Seven Psychopaths

Rated 3.0

The action in the new movie by playwright/filmmaker Martin McDonagh includes the efforts of an Irish guy named Marty (Colin Farrell) to write a Hollywood screenplay, but all he has at the start is a title, “Seven Psychopaths.” The fragmented stories that emerge, for Marty’s screenplay and/or from McDonagh’s movie, have a good deal of violence in them, some of it farcical, some of it gruesome, some of it both at once. McDonagh, whose movies call Quentin Tarantino to mind, fancies himself having a moral seriousness that is lacking in Tarantino’s pictures.

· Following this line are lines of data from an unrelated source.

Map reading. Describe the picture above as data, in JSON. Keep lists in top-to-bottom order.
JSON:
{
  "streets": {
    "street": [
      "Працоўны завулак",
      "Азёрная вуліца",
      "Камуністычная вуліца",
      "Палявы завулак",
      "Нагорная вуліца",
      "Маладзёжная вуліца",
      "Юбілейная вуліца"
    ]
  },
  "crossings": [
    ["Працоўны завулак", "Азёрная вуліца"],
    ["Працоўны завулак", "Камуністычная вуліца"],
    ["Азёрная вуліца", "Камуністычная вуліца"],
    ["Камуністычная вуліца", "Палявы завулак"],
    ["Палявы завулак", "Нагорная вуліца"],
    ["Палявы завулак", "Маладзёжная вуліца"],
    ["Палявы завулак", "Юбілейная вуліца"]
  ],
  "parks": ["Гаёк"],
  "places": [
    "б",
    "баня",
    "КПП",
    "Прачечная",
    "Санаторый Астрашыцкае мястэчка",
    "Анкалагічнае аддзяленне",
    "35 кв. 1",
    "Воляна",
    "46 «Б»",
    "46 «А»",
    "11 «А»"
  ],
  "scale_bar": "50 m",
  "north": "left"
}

Be that as it may, Seven Psychopaths fails to distinguish itself as moviemaking and ends up looking a lot like a rather lazy and deluded knock-off of the Tarantino “brand.” What it does have going for it are a good cast, an assortment of offbeat amusements, and a wacko throwaway story about a psychopathic gangster (Woody Harrelson) trying to retrieve the Shih Tzu that two part-time dog kidnappers (Sam Rockwell and Christopher Walken) are holding for ransom. Farrell, stranded in McDonagh’s mildly parodic self-portrait, ends up playing half-hearted straight man to those guys and others. Cinemark 14. Rated R.